▶ _TASK_:
Retype the listing below, keeping every line the same.
===== DATA FOR THIS TASK
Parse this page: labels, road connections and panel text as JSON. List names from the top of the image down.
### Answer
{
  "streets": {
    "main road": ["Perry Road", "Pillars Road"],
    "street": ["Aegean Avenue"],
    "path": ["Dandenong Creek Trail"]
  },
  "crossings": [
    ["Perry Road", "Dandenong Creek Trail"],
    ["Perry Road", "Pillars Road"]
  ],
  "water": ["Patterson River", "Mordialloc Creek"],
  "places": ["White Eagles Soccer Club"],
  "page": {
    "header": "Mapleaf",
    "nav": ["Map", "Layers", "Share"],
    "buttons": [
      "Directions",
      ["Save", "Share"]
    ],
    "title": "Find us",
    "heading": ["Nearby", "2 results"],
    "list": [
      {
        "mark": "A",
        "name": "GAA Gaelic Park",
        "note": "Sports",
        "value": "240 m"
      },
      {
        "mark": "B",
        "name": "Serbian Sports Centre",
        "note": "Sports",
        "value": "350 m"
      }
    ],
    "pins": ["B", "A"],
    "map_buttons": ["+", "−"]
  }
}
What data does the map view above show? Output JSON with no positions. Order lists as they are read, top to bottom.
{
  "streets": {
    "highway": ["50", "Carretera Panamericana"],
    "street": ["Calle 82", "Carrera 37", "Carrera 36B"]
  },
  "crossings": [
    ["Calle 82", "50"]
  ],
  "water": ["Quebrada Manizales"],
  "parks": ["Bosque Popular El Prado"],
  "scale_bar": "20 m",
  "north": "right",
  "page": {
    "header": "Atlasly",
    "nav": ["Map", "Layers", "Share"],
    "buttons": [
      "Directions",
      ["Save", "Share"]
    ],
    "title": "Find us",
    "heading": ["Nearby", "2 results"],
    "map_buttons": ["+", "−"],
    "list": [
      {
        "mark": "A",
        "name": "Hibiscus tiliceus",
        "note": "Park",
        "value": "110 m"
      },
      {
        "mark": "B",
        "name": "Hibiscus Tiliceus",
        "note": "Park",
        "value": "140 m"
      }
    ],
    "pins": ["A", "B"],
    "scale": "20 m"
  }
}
==========
▶ _PROBLEM SOLUTION_:
Parse this page: labels, road connections and panel text as JSON. List names from the top of the image down.
### Answer
{
  "streets": {
    "main road": ["Perry Road", "Pillars Road"],
    "street": ["Aegean Avenue"],
    "path": ["Dandenong Creek Trail"]
  },
  "crossings": [
    ["Perry Road", "Dandenong Creek Trail"],
    ["Perry Road", "Pillars Road"]
  ],
  "water": ["Patterson River", "Mordialloc Creek"],
  "places": ["White Eagles Soccer Club"],
  "page": {
    "header": "Mapleaf",
    "nav": ["Map", "Layers", "Share"],
    "buttons": [
      "Directions",
      ["Save", "Share"]
    ],
    "title": "Find us",
    "heading": ["Nearby", "2 results"],
    "list": [
      {
        "mark": "A",
        "name": "GAA Gaelic Park",
        "note": "Sports",
        "value": "240 m"
      },
      {
        "mark": "B",
        "name": "Serbian Sports Centre",
        "note": "Sports",
        "value": "350 m"
      }
    ],
    "pins": ["B", "A"],
    "map_buttons": ["+", "−"]
  }
}
What data does the map view above show? Output JSON with no positions. Order lists as they are read, top to bottom.
{
  "streets": {
    "highway": ["50", "Carretera Panamericana"],
    "street": ["Calle 82", "Carrera 37", "Carrera 36B"]
  },
  "crossings": [
    ["Calle 82", "50"]
  ],
  "water": ["Quebrada Manizales"],
  "parks": ["Bosque Popular El Prado"],
  "scale_bar": "20 m",
  "north": "right",
  "page": {
    "header": "Atlasly",
    "nav": ["Map", "Layers", "Share"],
    "buttons": [
      "Directions",
      ["Save", "Share"]
    ],
    "title": "Find us",
    "heading": ["Nearby", "2 results"],
    "map_buttons": ["+", "−"],
    "list": [
      {
        "mark": "A",
        "name": "Hibiscus tiliceus",
        "note": "Park",
        "value": "110 m"
      },
      {
        "mark": "B",
        "name": "Hibiscus Tiliceus",
        "note": "Park",
        "value": "140 m"
      }
    ],
    "pins": ["A", "B"],
    "scale": "20 m"
  }
}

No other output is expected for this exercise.